Gee, I don't think so...

The National Association of Business Economists- and don't we all want to be part of that convention at party time! - issued a report the other day that doesn't ring true to me. In the release the NABE said the ten year Treasury yield will be 4.3% by the end of next year, which would be up about a full percentage point from where it is now. I suppose there is a chance of that happening if the world decides it doesn't want to fund our deficit without higher rates. But they also said there would be four rate hikes by the Federal Reserve next year. I have mentioned that Soleil's Chief Economic Advisor, former Fed Governor Lyle Gramley, feels that it will be at least a year before any Fed rate hikes. Emphasis on the "at least." With such enormous amounts of unused capacity (and capacity utilization will be announced this Friday and is expected to be poor at best at under 70%), and unemployment likely to go above 10% soon, it is hard to conjure up the case for higher rates. If the Fed were to take on defense of the dollar which is a whole other conversation then rates could move up, but they have made it clear that is not going to happen.

The other pieces worth noting out of the NABE report were that "core" CPI (that's the ex food and energy number) will be 1.5% for 2010. We would guess a bit lower than that. Unemployment will go above 10% but finish next year at about 9.5% and we can only hope that number starts to decline soon. There probably will soon be an extension of unemployment benefits by Congress as it is guessed that one million people out of work will run out of benefits by the end of the year. That would be a desperate situation and an unemployment check is small relief but it is at least something.

Can it be? China saw one million car sales last month and that is the first time that has happened. If Emerging Markets continue to recover than OPEC's recent estimate that oil demand will rise by 700,000 barrels a day in 2010 could well be accurate. Currently oil fundamentals look bearish to me with worldwide inventories more than adequate and OPEC non compliance pumping more oil than is needed right now. The price of oil is reacting to the falling dollar, as is the price of gold, but OPEC feels secure in saying " The world economy is showing signs of recovery." It absolutely is but I would guess without the U.S firing on more pistons than currently the oil minister of Kuwait might be more right when he said the other day that "$60 to $80" is the right price. I noticed that Goldman Sachs sees $85 oil by the end of this year.

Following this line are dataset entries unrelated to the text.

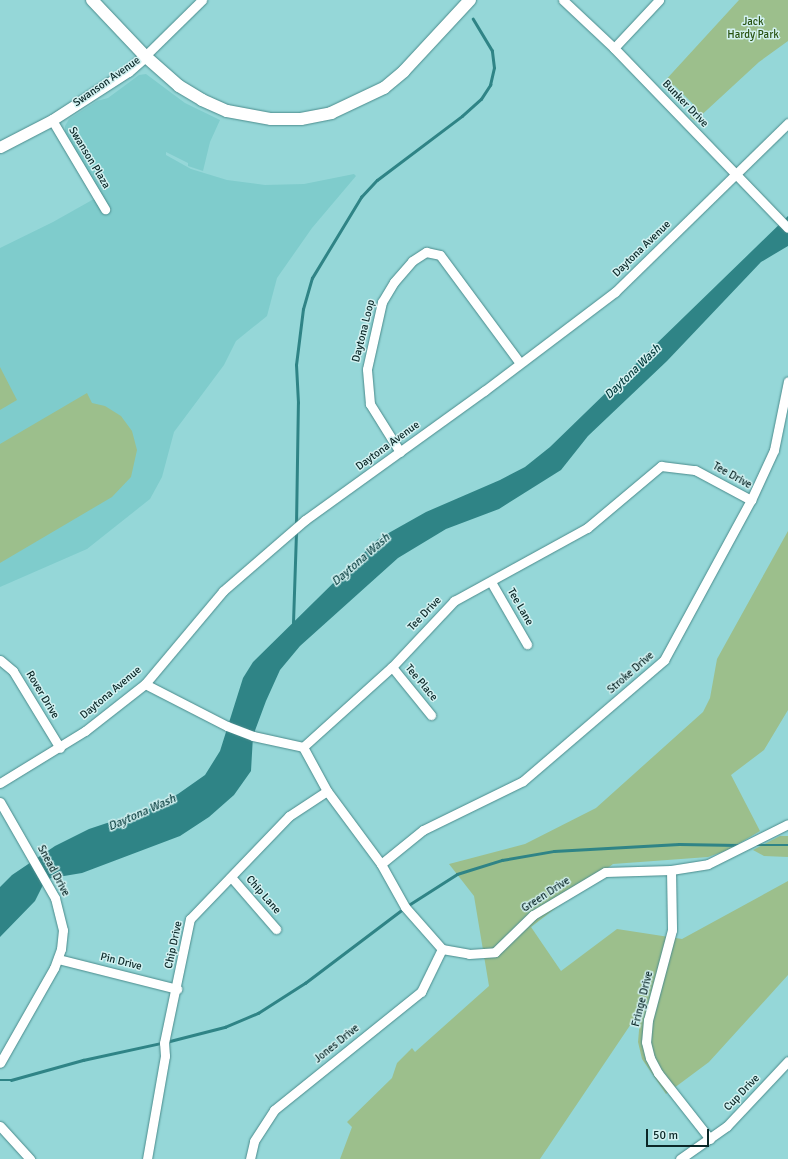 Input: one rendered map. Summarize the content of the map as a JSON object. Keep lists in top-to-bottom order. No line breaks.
{"streets":{"street":["Swanson Avenue","Bunker Drive","Swanson Plaza","Daytona Avenue","Daytona Loop","Tee Drive","Tee Lane","Stroke Drive","Tee Place","Rover Drive","Snead Drive","Chip Lane","Green Drive","Chip Drive","Pin Drive","Fringe Drive","Jones Drive","Cup Drive"]},"crossings":[["Swanson Avenue","Swanson Plaza"],["Bunker Drive","Daytona Avenue"],["Daytona Avenue","Daytona Loop"],["Daytona Avenue","Rover Drive"],["Tee Drive","Tee Lane"],["Tee Drive","Stroke Drive"],["Tee Drive","Tee Place"],["Snead Drive","Pin Drive"],["Chip Lane","Chip Drive"],["Green Drive","Fringe Drive"],["Green Drive","Jones Drive"],["Chip Drive","Pin Drive"],["Fringe Drive","Cup Drive"]],"water":["Daytona Wash"],"parks":["Jack Hardy Park"],"scale_bar":"50 m"} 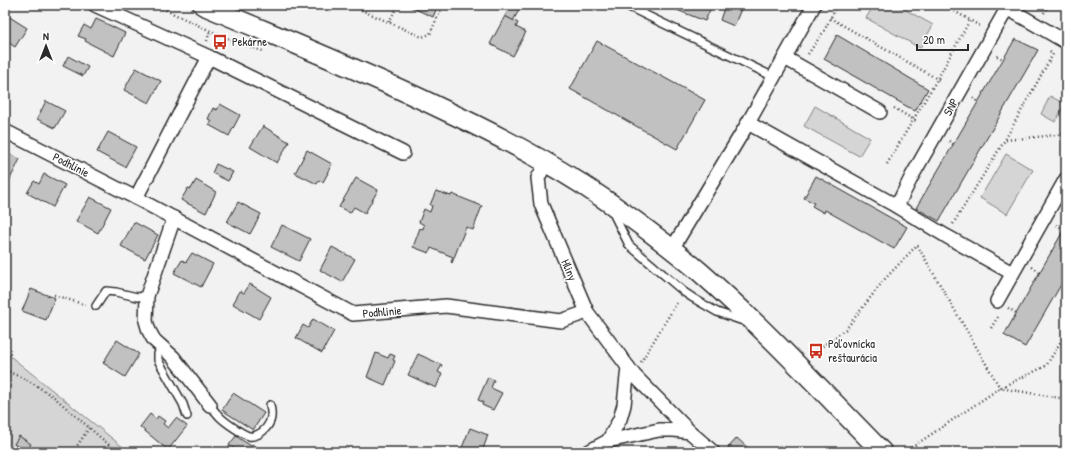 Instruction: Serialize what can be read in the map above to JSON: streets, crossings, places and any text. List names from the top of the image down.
{
  "streets": {
    "street": ["SNP", "Podhlinie", "Hliny"]
  },
  "crossings": [
    ["Podhlinie", "Hliny"]
  ],
  "places": {
    "bus stop": ["Pekárne", "Poľovnícka reštaurácia"]
  },
  "scale_bar": "20 m",
  "north": "top"
} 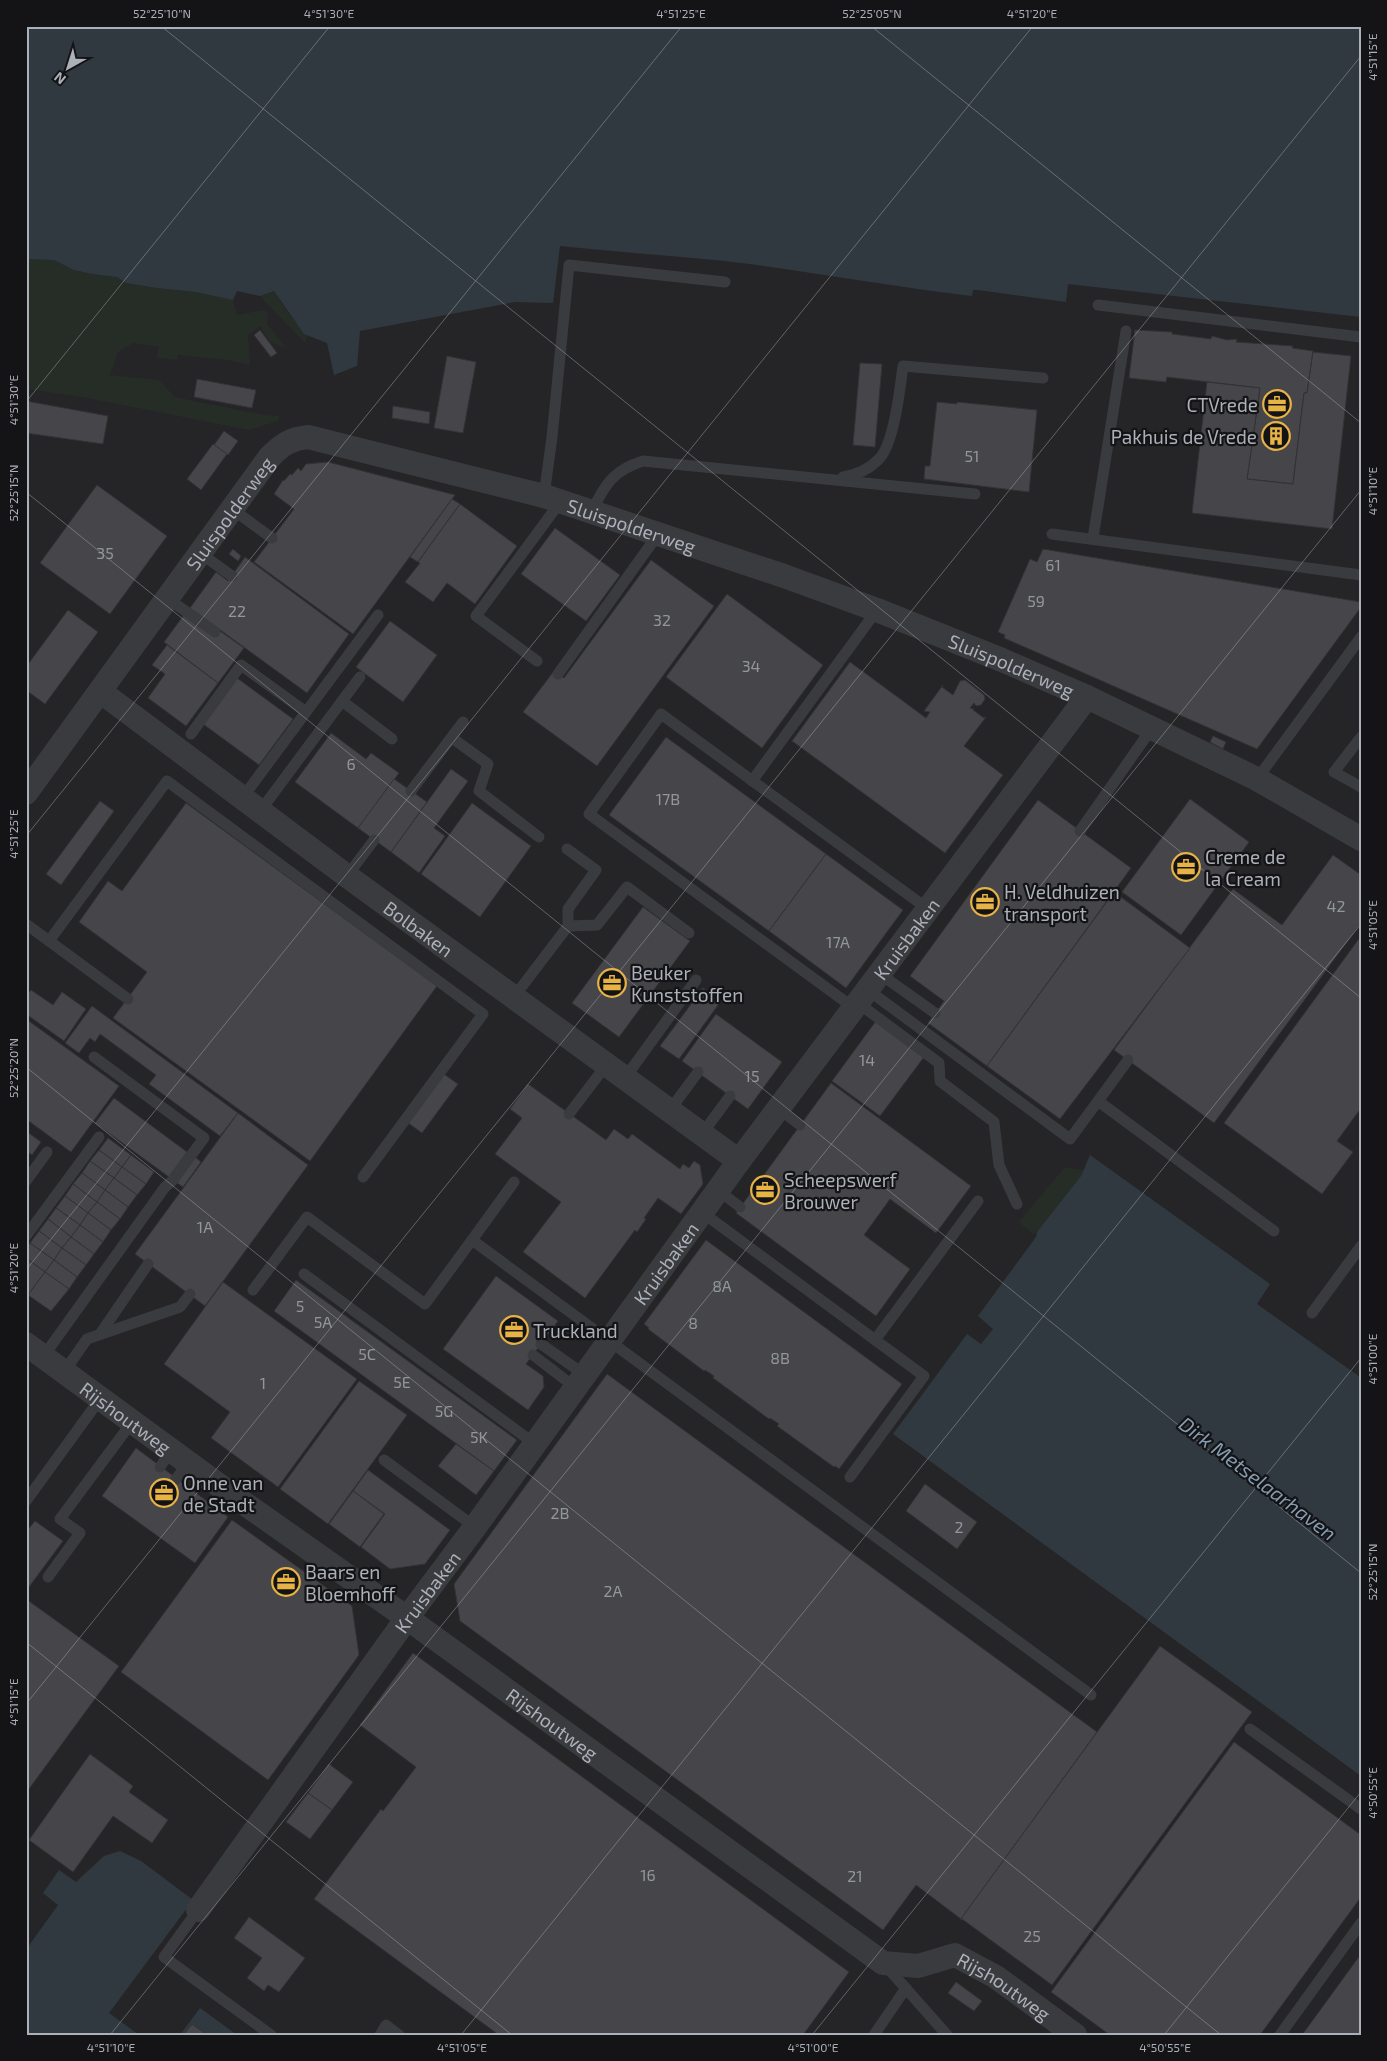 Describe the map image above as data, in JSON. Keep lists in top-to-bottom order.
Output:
{
  "streets": {
    "street": [
      "Sluispolderweg",
      "Bolbaken",
      "Kruisbaken",
      "Rijshoutweg"
    ]
  },
  "crossings": [
    ["Sluispolderweg", "Bolbaken"],
    ["Sluispolderweg", "Kruisbaken"],
    ["Bolbaken", "Kruisbaken"],
    ["Kruisbaken", "Rijshoutweg"]
  ],
  "water": ["Dirk Metselaarhaven"],
  "places": {
    "office": [
      "CTVrede",
      "Creme de la Cream",
      "H. Veldhuizen transport",
      "Beuker Kunststoffen",
      "Scheepswerf Brouwer",
      "Truckland",
      "Onne van de Stadt",
      "Baars en Bloemhoff"
    ],
    "building": ["Pakhuis de Vrede"]
  },
  "house_numbers": [
    "51",
    "35",
    "61",
    "59",
    "22",
    "32",
    "34",
    "6",
    "17B",
    "42",
    "17A",
    "14",
    "15",
    "1A",
    "8A",
    "5",
    "5A",
    "8",
    "5C",
    "8B",
    "5E",
    "1",
    "5G",
    "5K",
    "2B",
    "2",
    "2A",
    "16",
    "21",
    "25"
  ],
  "north": "bottom left",
  "coordinates": [
    "52°25'10\"N",
    "4°51'30\"E",
    "4°51'25\"E",
    "52°25'05\"N",
    "4°51'20\"E",
    "4°51'15\"E",
    "4°51'10\"E",
    "52°25'15\"N",
    "4°51'05\"E",
    "52°25'20\"N",
    "4°51'00\"E",
    "4°50'55\"E"
  ]
} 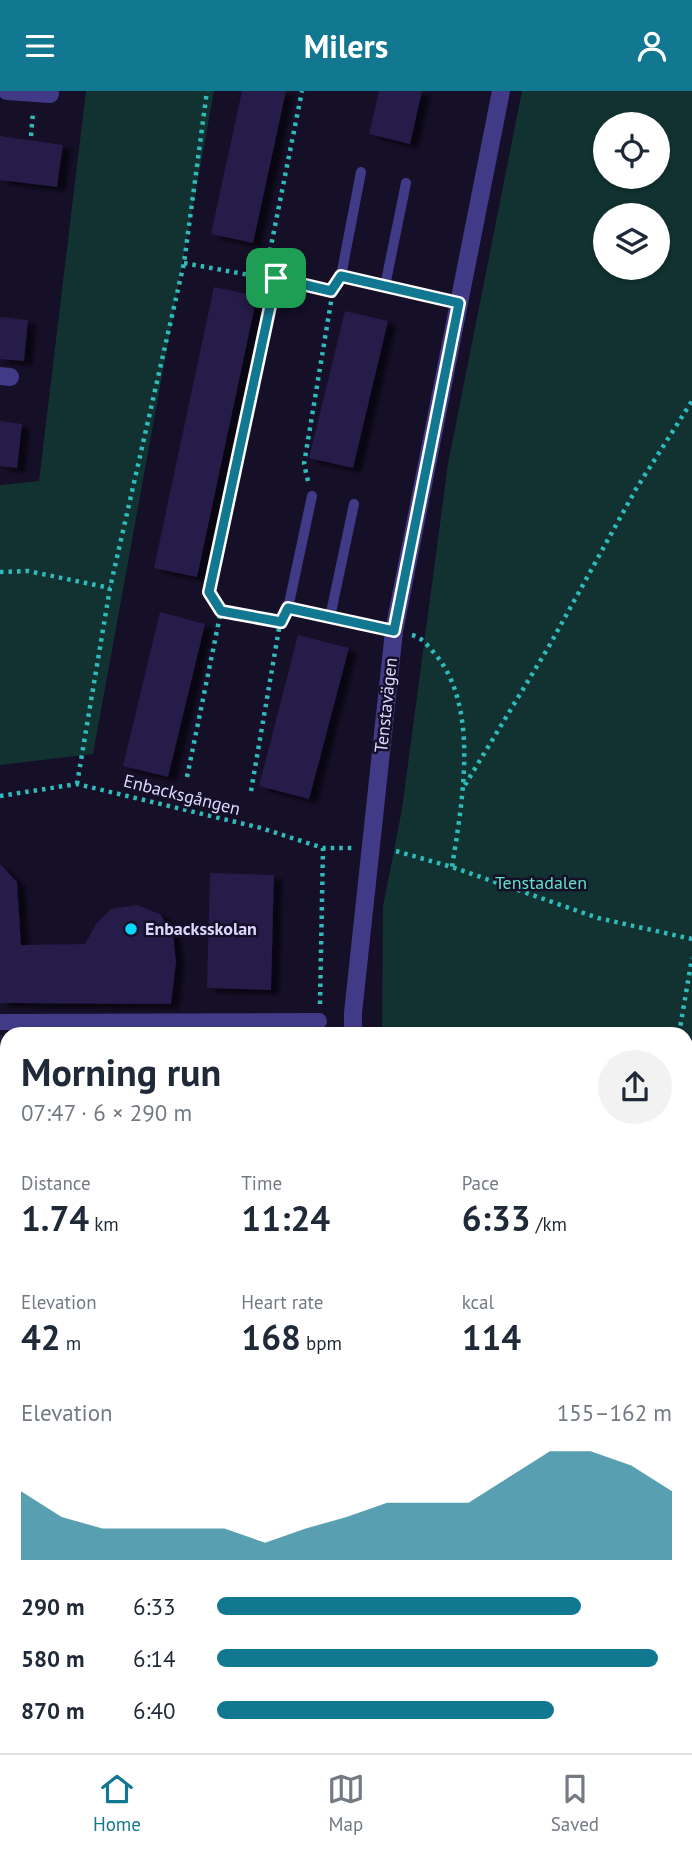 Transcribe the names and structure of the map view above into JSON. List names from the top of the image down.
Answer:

  • Strong China Trade Figures Point to Recovery

The New York Times Financial section reported that the British government is proposing to sell "a range of government owned assets, including its share of the Channel Tunnel to raise money to help plug the country's huge budget deficit." Said deficit is expected to reach 12% of gross domestic product, which, sadly, is the area we find our deficit to hover. With that in mind, pull out Tuesday's Wall Street Journal and read Zachary Karabell's piece "Deficits and the Chinese Challenge." Briefly, cash strapped Britain turned to the US in 1946 to help bail out its disastrous finances. The U.S used the opportunity to unseat Great Britain as the principal financial force it had once been. It is scary to consider the historical parallels between then and our current financial dependence upon China. We cannot, Zachary writes, assume "that because (we) have been a dominant nation on the world stage, it must continue to be so. That is a recipe for becoming Britain." It is a must read piece.

We are at last into the teeth of earnings season. Intel reported after the close on Tuesday following Johnson and Johnson's pre-opening report. Intel handily beat estimates and the stock rose in afterhours trading. The best piece of the announcement as I see it was the substantial rise in gross margins. Revenues were as predicted but cost control was so rigid that more fell to the bottom line than was expected. In addition to looking for revenue growth now and in the coming quarters it will be interesting to see if more companies exhibit Intel's cost control. American companies exited the last recession in lock down mode and never really expanded employment. Any increase in demand is going to flow to the bottom line in great big gobs. Large multinational companies with significant revenues overseas - like Intel - will begin to benefit from the weak dollar as favorable translations back to the dollar boost bottom lines. That is one of the benefits of a falling currency. For my money it is outweighed by the inflationary risks of a depreciating dollar and by the enormous risk that foreign appetites for our financial assets will inevitably fade if the currency continues down.